On trouve ce livre plutôt rangé dans la catégorie fantastique, mais je pense que l’on peut le ranger dans la SF pour plusieurs raisons.

D’une part, parce que la dystopie peut être considérée comme un genre de la SF. Or, Momo décrit le passage d’une société saine à une société malsaine. Cette société, rongée par le délire consumériste, ne constitue plus une communauté mais un amas d’anonymes isolés. Comme toute dystopie, Momo exagérait, dans les années 70, les traits délétères du monde humain afin de les dénoncer et de dénoncer l’ampleur qu’ils pourraient prendre. Dans les années 2020, nous pouvons constater combien ces traits se sont amplifiés dans la réalité, au point que l’emprise des hommes en gris n’a plus rien de fictif.
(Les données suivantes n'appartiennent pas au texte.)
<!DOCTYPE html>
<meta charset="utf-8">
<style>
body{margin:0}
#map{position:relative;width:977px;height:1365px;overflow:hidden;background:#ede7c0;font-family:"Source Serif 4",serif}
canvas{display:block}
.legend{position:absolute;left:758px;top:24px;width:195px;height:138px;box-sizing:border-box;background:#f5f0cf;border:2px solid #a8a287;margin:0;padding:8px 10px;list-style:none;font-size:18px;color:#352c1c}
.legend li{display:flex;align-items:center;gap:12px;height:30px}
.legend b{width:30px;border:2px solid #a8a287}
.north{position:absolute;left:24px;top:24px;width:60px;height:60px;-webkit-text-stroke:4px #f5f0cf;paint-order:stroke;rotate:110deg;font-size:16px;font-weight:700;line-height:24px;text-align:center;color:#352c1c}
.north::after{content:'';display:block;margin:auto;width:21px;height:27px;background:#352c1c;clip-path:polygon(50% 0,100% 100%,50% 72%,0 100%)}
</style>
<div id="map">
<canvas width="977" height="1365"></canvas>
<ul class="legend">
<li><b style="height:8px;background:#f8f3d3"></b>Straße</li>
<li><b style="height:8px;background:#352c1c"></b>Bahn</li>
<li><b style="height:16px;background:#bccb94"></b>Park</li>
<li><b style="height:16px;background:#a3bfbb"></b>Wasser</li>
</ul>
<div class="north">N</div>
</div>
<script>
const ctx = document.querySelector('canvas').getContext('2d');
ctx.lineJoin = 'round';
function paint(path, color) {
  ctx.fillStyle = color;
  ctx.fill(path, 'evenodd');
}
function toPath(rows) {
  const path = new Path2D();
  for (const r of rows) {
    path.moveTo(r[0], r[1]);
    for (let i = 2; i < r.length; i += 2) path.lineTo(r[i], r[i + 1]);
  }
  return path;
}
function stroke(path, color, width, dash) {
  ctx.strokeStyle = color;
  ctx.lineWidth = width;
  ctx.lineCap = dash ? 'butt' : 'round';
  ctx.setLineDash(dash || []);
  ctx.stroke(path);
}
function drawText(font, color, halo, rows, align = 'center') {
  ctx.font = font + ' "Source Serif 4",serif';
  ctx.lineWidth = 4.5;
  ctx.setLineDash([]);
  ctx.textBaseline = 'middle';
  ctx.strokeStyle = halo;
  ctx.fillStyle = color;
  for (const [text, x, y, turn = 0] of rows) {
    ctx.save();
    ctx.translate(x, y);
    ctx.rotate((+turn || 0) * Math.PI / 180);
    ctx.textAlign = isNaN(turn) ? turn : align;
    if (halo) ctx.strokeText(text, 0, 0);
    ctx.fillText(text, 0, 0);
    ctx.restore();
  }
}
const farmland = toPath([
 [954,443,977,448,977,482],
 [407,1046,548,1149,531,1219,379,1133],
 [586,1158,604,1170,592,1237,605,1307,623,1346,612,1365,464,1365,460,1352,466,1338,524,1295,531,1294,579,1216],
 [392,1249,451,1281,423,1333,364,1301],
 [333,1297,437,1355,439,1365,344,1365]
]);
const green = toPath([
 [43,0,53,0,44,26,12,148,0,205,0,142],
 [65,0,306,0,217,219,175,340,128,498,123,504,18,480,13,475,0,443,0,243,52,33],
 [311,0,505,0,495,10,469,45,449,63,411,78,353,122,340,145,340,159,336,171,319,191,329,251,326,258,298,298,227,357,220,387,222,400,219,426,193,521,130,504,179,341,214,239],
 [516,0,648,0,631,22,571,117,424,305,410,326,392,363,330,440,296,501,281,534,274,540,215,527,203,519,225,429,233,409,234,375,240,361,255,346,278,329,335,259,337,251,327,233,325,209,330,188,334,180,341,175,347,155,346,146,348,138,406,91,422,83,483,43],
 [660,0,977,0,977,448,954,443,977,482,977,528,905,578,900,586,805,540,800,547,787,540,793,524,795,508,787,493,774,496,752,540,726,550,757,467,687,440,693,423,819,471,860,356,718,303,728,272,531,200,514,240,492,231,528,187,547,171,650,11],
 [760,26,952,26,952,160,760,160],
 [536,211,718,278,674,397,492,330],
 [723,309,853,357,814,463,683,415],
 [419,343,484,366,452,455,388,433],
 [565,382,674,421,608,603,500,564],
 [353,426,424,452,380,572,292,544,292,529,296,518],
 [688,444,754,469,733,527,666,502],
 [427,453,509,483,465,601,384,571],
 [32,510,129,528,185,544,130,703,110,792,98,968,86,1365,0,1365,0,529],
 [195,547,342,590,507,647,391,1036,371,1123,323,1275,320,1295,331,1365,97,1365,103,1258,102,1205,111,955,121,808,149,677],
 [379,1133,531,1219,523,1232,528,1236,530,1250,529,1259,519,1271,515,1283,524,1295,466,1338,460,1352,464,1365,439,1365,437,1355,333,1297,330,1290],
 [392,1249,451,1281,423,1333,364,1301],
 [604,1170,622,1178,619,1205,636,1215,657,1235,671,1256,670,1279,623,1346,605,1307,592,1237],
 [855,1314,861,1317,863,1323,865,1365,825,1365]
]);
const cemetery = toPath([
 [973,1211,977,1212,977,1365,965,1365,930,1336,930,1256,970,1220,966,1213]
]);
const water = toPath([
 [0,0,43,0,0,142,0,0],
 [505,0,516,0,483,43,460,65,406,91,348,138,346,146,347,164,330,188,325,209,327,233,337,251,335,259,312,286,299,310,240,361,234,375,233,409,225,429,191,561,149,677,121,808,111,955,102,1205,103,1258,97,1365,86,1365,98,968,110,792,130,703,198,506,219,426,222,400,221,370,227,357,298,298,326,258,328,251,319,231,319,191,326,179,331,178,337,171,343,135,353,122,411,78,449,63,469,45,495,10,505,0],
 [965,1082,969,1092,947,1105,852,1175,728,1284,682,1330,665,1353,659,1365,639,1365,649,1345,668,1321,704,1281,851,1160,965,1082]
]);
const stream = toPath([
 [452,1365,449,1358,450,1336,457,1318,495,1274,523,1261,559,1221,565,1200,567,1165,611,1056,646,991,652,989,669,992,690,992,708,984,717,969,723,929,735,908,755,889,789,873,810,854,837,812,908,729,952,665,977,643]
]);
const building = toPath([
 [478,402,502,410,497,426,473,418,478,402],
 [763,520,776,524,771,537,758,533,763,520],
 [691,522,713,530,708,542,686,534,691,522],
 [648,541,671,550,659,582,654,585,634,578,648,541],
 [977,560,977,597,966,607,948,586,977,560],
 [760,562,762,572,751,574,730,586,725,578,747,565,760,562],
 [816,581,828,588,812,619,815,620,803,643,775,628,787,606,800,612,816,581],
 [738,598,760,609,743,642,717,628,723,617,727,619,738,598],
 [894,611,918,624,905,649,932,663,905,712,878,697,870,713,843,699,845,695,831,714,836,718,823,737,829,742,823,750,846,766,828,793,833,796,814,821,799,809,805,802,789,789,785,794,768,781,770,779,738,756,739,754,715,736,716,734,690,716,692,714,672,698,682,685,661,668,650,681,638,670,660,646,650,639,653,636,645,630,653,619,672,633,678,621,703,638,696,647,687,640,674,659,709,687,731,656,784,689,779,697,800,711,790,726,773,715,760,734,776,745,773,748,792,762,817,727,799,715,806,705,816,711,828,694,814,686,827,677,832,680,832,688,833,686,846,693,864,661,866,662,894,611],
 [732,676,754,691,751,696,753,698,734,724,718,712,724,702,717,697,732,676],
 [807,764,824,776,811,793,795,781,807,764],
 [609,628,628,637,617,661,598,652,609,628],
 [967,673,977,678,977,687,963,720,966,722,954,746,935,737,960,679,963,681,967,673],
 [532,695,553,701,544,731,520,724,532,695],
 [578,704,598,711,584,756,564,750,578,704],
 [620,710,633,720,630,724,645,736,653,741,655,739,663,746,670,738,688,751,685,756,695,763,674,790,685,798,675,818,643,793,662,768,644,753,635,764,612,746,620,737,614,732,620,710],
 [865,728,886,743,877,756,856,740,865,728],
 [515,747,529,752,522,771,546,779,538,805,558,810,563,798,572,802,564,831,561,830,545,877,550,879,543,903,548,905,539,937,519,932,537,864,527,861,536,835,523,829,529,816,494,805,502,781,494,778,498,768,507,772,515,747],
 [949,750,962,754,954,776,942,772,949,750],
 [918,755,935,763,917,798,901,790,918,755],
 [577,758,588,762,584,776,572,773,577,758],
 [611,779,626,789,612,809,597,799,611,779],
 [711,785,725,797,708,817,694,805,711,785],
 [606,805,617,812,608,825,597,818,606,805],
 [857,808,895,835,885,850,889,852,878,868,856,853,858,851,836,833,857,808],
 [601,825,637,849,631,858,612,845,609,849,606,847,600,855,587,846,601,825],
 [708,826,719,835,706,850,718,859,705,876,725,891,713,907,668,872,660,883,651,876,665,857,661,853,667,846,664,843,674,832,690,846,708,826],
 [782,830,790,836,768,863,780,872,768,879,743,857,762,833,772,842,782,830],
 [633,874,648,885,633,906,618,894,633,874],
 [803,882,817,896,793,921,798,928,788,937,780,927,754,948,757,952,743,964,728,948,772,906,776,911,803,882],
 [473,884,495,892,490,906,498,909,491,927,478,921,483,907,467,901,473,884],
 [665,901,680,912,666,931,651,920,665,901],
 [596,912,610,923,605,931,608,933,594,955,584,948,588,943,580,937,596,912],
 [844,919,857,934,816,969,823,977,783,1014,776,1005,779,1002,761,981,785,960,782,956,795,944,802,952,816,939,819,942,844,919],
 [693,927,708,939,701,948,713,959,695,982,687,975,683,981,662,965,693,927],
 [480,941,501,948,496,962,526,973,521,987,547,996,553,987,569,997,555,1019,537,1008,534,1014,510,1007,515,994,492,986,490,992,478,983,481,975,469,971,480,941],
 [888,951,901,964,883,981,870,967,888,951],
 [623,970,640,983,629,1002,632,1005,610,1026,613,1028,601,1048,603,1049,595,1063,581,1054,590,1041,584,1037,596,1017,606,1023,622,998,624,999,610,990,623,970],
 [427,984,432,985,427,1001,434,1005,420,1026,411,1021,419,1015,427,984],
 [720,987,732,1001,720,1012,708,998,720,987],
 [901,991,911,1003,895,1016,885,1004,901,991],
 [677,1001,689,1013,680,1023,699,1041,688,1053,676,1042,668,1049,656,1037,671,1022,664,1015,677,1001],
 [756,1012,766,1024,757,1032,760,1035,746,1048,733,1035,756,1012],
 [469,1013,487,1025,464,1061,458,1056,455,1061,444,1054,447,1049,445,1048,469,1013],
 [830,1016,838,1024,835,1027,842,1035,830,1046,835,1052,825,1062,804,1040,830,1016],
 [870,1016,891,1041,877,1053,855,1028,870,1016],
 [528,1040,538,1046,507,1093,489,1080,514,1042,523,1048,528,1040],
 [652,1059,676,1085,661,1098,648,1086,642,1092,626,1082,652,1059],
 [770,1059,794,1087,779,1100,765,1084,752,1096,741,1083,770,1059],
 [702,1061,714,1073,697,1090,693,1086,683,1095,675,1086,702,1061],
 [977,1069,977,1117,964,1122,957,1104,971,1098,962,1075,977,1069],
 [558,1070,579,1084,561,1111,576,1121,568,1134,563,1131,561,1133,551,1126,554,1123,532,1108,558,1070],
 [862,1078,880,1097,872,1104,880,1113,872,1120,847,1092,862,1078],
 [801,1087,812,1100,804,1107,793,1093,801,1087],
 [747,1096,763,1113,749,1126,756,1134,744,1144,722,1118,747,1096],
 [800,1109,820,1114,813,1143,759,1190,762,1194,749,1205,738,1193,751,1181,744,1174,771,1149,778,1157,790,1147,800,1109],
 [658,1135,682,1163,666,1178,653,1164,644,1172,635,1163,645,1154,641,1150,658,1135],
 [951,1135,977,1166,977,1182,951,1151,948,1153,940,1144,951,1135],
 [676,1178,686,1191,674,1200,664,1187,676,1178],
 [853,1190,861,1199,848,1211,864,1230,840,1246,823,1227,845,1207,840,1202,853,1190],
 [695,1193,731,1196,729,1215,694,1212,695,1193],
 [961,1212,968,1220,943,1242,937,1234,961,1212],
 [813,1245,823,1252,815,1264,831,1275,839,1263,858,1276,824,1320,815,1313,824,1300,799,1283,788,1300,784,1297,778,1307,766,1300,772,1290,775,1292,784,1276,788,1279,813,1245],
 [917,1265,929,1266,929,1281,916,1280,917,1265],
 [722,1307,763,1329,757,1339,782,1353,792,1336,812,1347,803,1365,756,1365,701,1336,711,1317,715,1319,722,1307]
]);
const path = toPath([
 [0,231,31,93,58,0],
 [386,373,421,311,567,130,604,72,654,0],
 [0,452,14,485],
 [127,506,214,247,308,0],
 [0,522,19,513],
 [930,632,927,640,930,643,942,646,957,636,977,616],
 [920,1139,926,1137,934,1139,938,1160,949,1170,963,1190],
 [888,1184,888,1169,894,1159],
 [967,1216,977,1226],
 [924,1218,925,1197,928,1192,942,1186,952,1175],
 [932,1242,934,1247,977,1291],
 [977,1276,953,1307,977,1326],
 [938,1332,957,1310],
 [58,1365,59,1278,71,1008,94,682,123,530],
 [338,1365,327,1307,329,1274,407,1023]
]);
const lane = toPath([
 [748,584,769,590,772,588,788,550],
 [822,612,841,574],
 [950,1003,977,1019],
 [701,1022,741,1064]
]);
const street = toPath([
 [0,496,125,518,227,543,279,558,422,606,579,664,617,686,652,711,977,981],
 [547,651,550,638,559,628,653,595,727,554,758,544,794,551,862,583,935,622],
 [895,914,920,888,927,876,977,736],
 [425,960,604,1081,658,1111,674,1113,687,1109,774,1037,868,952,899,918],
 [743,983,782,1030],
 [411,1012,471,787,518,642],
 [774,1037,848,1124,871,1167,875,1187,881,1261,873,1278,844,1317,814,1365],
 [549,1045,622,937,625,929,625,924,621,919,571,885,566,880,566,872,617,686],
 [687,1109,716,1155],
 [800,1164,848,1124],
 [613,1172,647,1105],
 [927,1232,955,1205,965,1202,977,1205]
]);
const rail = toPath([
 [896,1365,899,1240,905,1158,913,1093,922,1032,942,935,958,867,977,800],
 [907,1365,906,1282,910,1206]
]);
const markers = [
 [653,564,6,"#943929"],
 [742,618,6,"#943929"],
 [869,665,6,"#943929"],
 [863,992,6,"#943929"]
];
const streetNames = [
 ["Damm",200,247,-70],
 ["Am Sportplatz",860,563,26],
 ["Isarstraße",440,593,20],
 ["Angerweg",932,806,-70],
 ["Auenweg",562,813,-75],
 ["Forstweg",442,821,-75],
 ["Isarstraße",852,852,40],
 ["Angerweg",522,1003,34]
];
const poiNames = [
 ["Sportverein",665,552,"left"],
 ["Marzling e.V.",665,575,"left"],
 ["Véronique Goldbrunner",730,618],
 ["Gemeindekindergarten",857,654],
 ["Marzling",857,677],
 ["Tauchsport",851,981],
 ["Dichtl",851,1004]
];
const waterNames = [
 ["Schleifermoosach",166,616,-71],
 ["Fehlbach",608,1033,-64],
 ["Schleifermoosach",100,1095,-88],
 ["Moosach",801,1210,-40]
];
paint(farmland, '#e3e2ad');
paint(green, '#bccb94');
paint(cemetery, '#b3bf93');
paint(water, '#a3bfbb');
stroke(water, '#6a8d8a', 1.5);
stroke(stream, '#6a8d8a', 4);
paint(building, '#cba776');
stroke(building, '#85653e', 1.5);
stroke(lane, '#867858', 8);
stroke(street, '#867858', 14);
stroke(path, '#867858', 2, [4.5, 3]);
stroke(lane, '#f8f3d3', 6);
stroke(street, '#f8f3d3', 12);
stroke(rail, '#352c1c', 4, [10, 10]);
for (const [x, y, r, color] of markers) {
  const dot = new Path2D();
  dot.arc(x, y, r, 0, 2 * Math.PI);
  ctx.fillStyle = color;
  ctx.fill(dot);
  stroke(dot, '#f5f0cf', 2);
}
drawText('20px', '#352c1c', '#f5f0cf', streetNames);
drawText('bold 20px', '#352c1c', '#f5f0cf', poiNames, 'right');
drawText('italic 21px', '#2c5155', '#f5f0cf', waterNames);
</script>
D’autre part, Momo propose une certaine réflexion sur le temps, qui devient une dimension manipulable. Manipulation de l’espace-temps : thème de SF, indubitablement.

Momo donne à réfléchir autant qu’à rêver. C’est une lecture qui fait du bien, qui effraie par son actualité mais qui aide aussi à cultiver l’espoir.

J’aimerais tellement un jour voir une adaptation de Momo par les studios Ghibli (à prononcer « gibli ») ou les studio Ponoć (à prononcer « ponotch » : ça vient du serbo-croate) : cela s’y prêterait tellement bien ! Ce serait assurément dans mon top 10 films, avec Le Château Ambulant.

A noter qu’il existe déjà un film d’animation adaptant Momo, datant de 2001 et produite par l’italien Enzo D’Alo. Des extraits que j’ai pu voir, les dessins sont assez médiocres (en tout cas pas à la hauteur de ce que le texte donne à imaginer), et l’animation est de piètre qualité. Un film live, que je n’ai pas vu, a été réalisé en 1986 par l’allemand Johannes Schaaf. Michaël Ende lui-même avait adapté son roman pour le théâtre et l’opéra.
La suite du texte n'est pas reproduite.